Now the race is on to find a successor to Bokova and Qatar's former minister of culture, Hamad Bin Abdulaziz Al-Kawari, is seen by many to be the frontrunner.
Qatar's long history of intolerance towards Christians, Jews, and other religious minorities should dissuade the United Nations from choosing Al-Kawari as the head of UNESCO.
A host of Jewish groups have pointed out that Qatari publishers routinely publish anti-Semitic tracts which are featured at Qatar's Doha Book Festival and other events in the region. Al-Kawari himself wrote a forward to a book of Arabic poetry which includes anti-Semitic conspiracy theories according to the Simon Wiesenthal Center. Some of these anti-Semitic books were part of Qatari funded display at a German book festival.
At UNESCO, Qatar is opposed to any Jewish character for Jerusalem.
Qatar's treatment of Christians and Christanity within the emirate is also worth noting...
Against considerable public backlash Qatar finally opened its first church in this century in 2008. Despite the rather generic appearance of the building it was widely protested by Qataris.
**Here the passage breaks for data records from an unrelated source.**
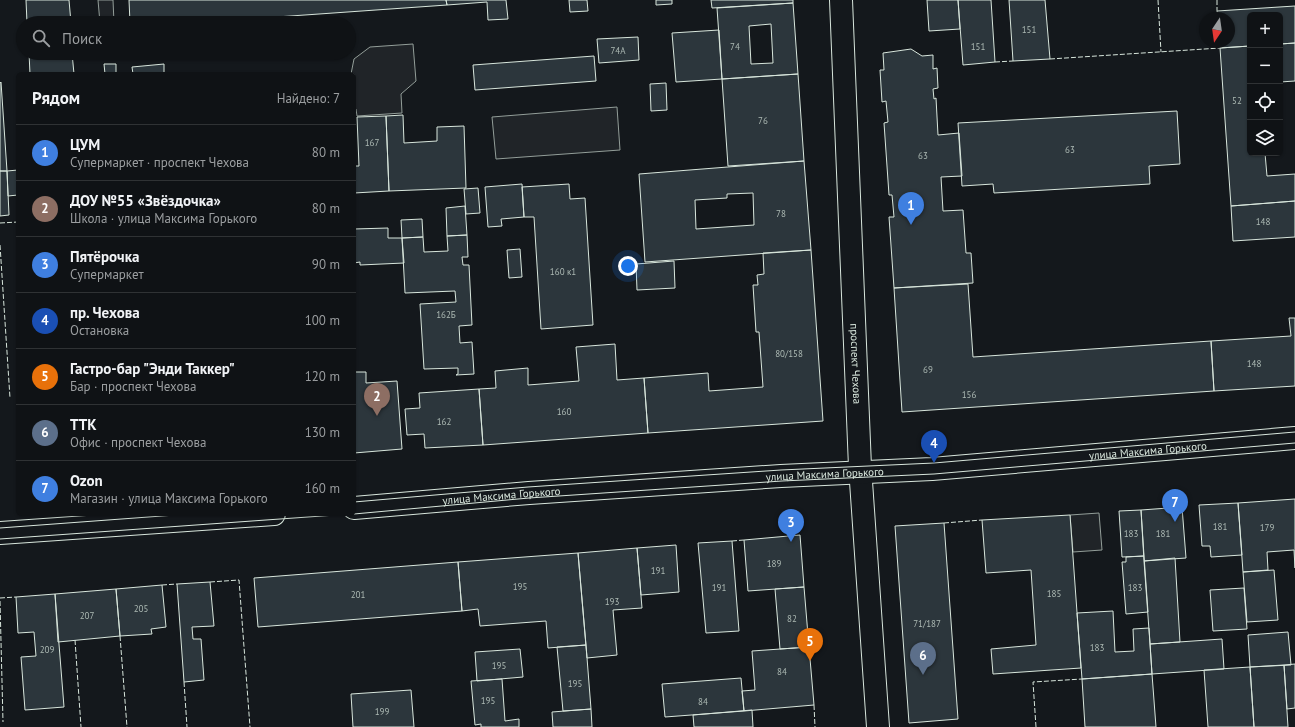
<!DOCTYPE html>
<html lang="ru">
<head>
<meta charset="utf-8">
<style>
  body { margin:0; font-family:"PT Sans",sans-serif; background:#1d2022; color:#f1f3f6 }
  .controls { position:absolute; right:12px; top:12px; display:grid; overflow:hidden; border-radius:6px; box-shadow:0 1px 3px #0004 }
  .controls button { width:36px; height:36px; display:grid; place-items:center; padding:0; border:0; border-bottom:1px solid #2f3234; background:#0f1215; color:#f1f3f6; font:20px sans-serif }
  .compass { position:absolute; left:1199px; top:12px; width:36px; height:36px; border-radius:50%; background:#0f1215; box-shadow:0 1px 3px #0004; rotate:193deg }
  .you { position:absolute; left:628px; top:266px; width:14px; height:14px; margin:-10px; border:3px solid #fff; border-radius:50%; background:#1a73e8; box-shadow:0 0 0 6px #1a73e833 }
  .badge { display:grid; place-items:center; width:26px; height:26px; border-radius:50%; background:#7c3aed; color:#fff; font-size:13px; font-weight:700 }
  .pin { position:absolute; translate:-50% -33px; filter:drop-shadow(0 1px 2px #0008) }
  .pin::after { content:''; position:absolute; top:21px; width:14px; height:12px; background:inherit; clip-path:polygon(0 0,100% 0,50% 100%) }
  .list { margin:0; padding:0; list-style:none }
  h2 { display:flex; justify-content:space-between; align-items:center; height:52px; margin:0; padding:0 16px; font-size:17px }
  h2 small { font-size:13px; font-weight:400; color:#9b9ea0 }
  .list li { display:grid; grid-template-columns:26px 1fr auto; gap:12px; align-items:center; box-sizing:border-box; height:56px; padding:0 16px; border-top:1px solid #2f3234 }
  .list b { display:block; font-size:15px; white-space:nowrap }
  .list p { margin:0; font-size:13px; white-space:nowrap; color:#9b9ea0 }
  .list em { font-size:13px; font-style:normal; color:#9b9ea0 }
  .icon { flex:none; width:22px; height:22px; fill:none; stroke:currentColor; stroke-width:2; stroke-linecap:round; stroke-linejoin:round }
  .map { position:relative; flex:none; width:1295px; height:727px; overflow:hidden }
  .search { position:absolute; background:#0f1215; box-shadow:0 1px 3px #0004; left:16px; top:16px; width:340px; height:44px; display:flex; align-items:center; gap:10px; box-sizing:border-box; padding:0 14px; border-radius:22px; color:#9b9ea0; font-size:15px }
  .panel { position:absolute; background:#0f1215; box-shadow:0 1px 3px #0004; left:16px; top:72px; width:340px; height:444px; border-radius:6px }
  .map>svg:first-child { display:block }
</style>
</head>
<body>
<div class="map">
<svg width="1295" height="727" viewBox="0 0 1295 727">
  <rect width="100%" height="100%" fill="#14181c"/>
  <path fill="#202428" stroke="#939e99" d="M98 0H113L114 23H100Z
    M413 44 416 81 401 94 402 113 357 116 356 109 354 108V74H351L354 59 370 47Z
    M617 107 620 150 496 159 492 117Z
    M1099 513 1102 550 1073 552 1070 515Z"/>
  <path fill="#2c363c" stroke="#d8e6dc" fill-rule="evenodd" d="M26 0H69L71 23H27Z
    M129 0H446L447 5 191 23H130Z
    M446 0H506L508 19 488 20 487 2 447 5Z
    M569 0H587L588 11 570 12Z
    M656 0H672V4L656 5Z
    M711 0H793V3L712 8Z
    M927 0H958L960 29 929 31Z
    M958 0H991L995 62 963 65Z
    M1009 0H1045L1050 59 1013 61Z
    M793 3 798 74 722 79 717 8ZM771 24 773 63 751 64 749 26Z
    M1295 6V43L1280 44V15H1250V46L1220 48V42H1229V18H1218L1217 11Z
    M719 30 722 79 676 82 672 33Z
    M638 37 639 60 599 63 597 39Z
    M1295 43V81L1280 82V44Z
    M1250 46V153H1265L1267 176 1295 174V201L1231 206 1220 48Z
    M911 49 922 56 933 55V69L937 68 938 88 933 89 934 99 936 98 938 135 959 133 962 176 941 177 943 211 963 210 966 253H971L973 283 894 288 889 217H894L892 195H889L884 123 888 122 886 101 882 102 880 70H884L883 53Z
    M29 53H72L74 74H30Z
    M594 56 596 81 475 90 473 65Z
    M104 64H116V74H105Z
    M164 64V74H133L132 67Z
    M798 74 804 161 728 166 722 79Z
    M1 82 7 171H0V83Z
    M666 83 667 110 651 111 650 84Z
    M1177 111 1180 164 1149 166 1150 184 994 193 993 184 962 186 958 123Z
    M403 115 404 143 437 141V127L464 126 466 188 389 191 386 116Z
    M386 116 389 191 354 193V166H359L357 117Z
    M804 161 811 250 645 262 639 174ZM753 193 754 225 696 229 695 200 727 198V194Z
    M18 170V195L8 196 7 171Z
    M0 171H7L9 215 0 216Z
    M522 184 524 217 501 219 502 226 488 227 485 187Z
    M569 184 570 199 585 198 593 325 541 329 534 217H524L522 187Z
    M478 188 480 213 466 214 464 189Z
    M1295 201V237L1233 241 1231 206Z
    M465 206 467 235 447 236 446 208Z
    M422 219 423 237 402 238 401 220Z
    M388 228V238H402L404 263 360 265V262L354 263V229Z
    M467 235 468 257H462L463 265H469L472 325 459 326 460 343 472 342 474 374 456 375 458 374V368L424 369 420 304 456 302 455 291 405 293 402 238 423 237 424 252 448 251 447 236Z
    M520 249 522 277 509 278 507 250Z
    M811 250 823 421 648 433 644 378 708 373 709 391 763 387 759 332H756L753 285H758L757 275 764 274 763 253Z
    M674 261 675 288 637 290 636 264Z
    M968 284 973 357 1211 341 1214 391 902 412 894 288Z
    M1289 318H1295V386L1214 391 1211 341 1291 336Z
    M615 344 617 380 644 378 648 433 483 445 479 389 496 388 495 371 528 368V385L579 381 576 347Z
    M354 372H366V383L397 381 402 449 354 453Z
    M479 389 483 445 425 448 424 434 407 435 405 409 420 408 419 393Z
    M1295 499V568L1294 550 1267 552 1268 570 1243 572 1238 503Z
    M1238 503 1242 555 1211 557 1210 546H1202L1199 505Z
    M1182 507 1186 558 1144 561 1141 510Z
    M1141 510 1144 556 1122 557 1119 511Z
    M1070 515 1081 668 993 674 991 649 1036 645 1031 570 986 573 982 520Z
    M944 523 958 719 909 723 895 526Z
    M800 535 804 587 748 591 744 540Z
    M732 541 739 631 706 633 698 543Z
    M676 545 679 592 641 595 637 548Z
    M637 548 642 608 613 610 617 655 587 658 578 553Z
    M578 553 586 645 548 648 546 621 480 626 478 609 462 611 458 562Z
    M1144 556 1148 612 1126 614 1122 562H1126V557Z
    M1175 558 1180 642 1150 644 1144 561Z
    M458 562 462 611 258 627 254 578Z
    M1274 570 1278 620 1247 622 1243 572Z
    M210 582 214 626 192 627 193 639H201L204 680 184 682 177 584Z
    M162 585 166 627 151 629 152 634 120 636 116 589Z
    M804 587 809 647 780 649 775 589Z
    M1244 588 1247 629 1213 631 1210 590Z
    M116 589 120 636 58 642 55 594Z
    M55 594 64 707 25 710 21 657 36 656 34 632 18 633 16 597Z
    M1113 611 1115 652 1134 651 1133 629 1149 628 1152 674 1082 679 1077 613Z
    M1288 632 1291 665 1250 667 1248 635Z
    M1222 639 1224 669 1152 674 1150 644Z
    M586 645 591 709 563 711 557 647Z
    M809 647 814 705 744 711 742 691 755 690 752 651Z
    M520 649 523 677 477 681 475 652Z
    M1295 664V708L1287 709 1284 665Z
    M1284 665 1288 727H1254L1250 667Z
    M1250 667 1254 727H1208L1204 670Z
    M1152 674 1156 727H1085L1082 679Z
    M741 678 744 711 665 717 662 684Z
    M502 679 505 721 519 719V727H481V724L475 725 471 681Z
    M411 690 414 727H353L351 694Z
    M591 709 592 727H553L552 712Z
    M752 710 753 727H694L693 715Z"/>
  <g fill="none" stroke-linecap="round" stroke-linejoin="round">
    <g stroke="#d8e6dc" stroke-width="24">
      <g id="tertiary">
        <path id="s1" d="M841 0 860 467 878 727"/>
      </g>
    </g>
    <g stroke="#d8e6dc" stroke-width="24">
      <g id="secondary">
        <path id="s2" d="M354 508 529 493 781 476 932 469 1295 438"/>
        <path d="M0 533 274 514"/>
      </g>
    </g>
    <use href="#tertiary" stroke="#14181c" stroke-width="22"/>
    <use href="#secondary" stroke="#14181c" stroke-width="22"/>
    <path stroke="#d8e6dc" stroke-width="1" d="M354 502 528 487 781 470 934 463 1295 432
      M354 514 529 498 782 481 934 474 1295 443
      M0 528 189 514
      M0 539 350 514"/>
    <path stroke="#d8e6dc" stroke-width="1" stroke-dasharray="5 2" stroke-linecap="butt" d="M1158 0 1161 52
      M1217 0V11
      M1050 59 1220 48
      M995 62 1013 61
      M0 223 18 222
      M0 245 10 398
      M944 523 982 520
      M732 541 744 540
      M210 582 239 580 250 727
      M162 585 177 584
      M0 598 16 597
      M0 601 3 722
      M120 636 127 727
      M75 640 81 727
      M184 682 187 727
      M814 705 815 727
      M1036 727 1033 682 1082 679"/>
  </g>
  <g text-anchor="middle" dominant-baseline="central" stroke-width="3" stroke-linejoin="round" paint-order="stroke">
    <g font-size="9" fill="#adbab4">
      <text x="1029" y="29">151</text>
      <text x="735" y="46">74</text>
      <text x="978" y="46">151</text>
      <text x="618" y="50">74А</text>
      <text x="1237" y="100">52</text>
      <text x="763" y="120">76</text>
      <text x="372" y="142">167</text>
      <text x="1070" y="149">63</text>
      <text x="923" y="155">63</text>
      <text x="781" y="213">78</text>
      <text x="1263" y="221">148</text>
      <text x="563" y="271">160 к1</text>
      <text x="446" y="314">162Б</text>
      <text x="789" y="353">80/158</text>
      <text x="1254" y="363">148</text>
      <text x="928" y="369">69</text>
      <text x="969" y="394">156</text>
      <text x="564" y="411">160</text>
      <text x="444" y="421">162</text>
      <text x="1220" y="526">181</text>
      <text x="1267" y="527">179</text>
      <text x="1131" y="533">183</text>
      <text x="1163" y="533">181</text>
      <text x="774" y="563">189</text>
      <text x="658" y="570">191</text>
      <text x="520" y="586">195</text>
      <text x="719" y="587">191</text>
      <text x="1135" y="587">183</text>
      <text x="1054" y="593">185</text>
      <text x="358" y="594">201</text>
      <text x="612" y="601">193</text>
      <text x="141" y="608">205</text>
      <text x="87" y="615">207</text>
      <text x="792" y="618">82</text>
      <text x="927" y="623">71/187</text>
      <text x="1097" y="647">183</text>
      <text x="47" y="649">209</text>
      <text x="499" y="665">195</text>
      <text x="782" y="671">84</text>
      <text x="575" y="683">195</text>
      <text x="488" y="700">195</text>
      <text x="703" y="701">84</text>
      <text x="382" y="711">199</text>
    </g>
    <g font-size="11" fill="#d8e6dc" stroke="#14181c">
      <text stroke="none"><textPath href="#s1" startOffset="364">проспект Чехова</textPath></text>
      <text stroke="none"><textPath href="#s2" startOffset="796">улица Максима Горького</textPath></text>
      <text stroke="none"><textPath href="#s2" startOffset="472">улица Максима Горького</textPath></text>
      <text stroke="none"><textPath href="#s2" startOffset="148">улица Максима Горького</textPath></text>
    </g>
  </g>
</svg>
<div class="controls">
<button>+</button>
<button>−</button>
<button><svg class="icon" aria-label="locate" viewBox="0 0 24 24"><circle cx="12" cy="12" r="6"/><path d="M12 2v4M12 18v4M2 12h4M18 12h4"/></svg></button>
<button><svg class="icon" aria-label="layers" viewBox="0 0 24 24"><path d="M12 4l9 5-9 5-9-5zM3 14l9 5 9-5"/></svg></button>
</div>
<svg class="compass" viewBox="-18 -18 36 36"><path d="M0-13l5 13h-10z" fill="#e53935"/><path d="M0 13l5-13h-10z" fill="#9b9ea0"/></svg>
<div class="you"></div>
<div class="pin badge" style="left:911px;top:225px;background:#3f7fe0">1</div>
<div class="pin badge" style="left:377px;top:416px;background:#8d6e63">2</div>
<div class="pin badge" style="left:791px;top:542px;background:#3f7fe0">3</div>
<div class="pin badge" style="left:934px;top:463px;background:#1a4fb4">4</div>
<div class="pin badge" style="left:810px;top:661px;background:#e8710a">5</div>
<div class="pin badge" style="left:923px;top:675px;background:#5c6f8a">6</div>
<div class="pin badge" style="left:1175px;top:522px;background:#3f7fe0">7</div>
<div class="search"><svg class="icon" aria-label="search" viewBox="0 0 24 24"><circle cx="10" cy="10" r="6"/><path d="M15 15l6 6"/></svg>Поиск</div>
<section class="panel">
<h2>Рядом<small>Найдено: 7</small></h2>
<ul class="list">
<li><span class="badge" style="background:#3f7fe0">1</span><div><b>ЦУМ</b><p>Супермаркет · проспект Чехова</p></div><em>80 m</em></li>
<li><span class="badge" style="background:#8d6e63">2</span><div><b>ДОУ №55 «Звёздочка»</b><p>Школа · улица Максима Горького</p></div><em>80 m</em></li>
<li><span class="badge" style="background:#3f7fe0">3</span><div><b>Пятёрочка</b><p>Супермаркет</p></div><em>90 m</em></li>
<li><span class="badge" style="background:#1a4fb4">4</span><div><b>пр. Чехова</b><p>Остановка</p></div><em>100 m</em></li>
<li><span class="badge" style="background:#e8710a">5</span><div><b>Гастро-бар &quot;Энди Таккер&quot;</b><p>Бар · проспект Чехова</p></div><em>120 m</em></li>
<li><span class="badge" style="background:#5c6f8a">6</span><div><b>ТТК</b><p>Офис · проспект Чехова</p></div><em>130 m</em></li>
<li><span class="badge" style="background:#3f7fe0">7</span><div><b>Ozon</b><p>Магазин · улица Максима Горького</p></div><em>160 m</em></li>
</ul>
</section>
</div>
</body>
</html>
I guess that's progress - neighboring Saudi Arabia still does not allow public places of worship for non-Muslims.
Yet, Qatar - which has a population of just over 2 million – has instead tried to buy its way into becoming a cultural super-power with mixed results...
It is bad enough that autocracies with a history of extensive human rights violations vote in the United Nations and serve on U.N. commissions. They should not be allowed to buy seats and influential positions in international humanitarian organizations."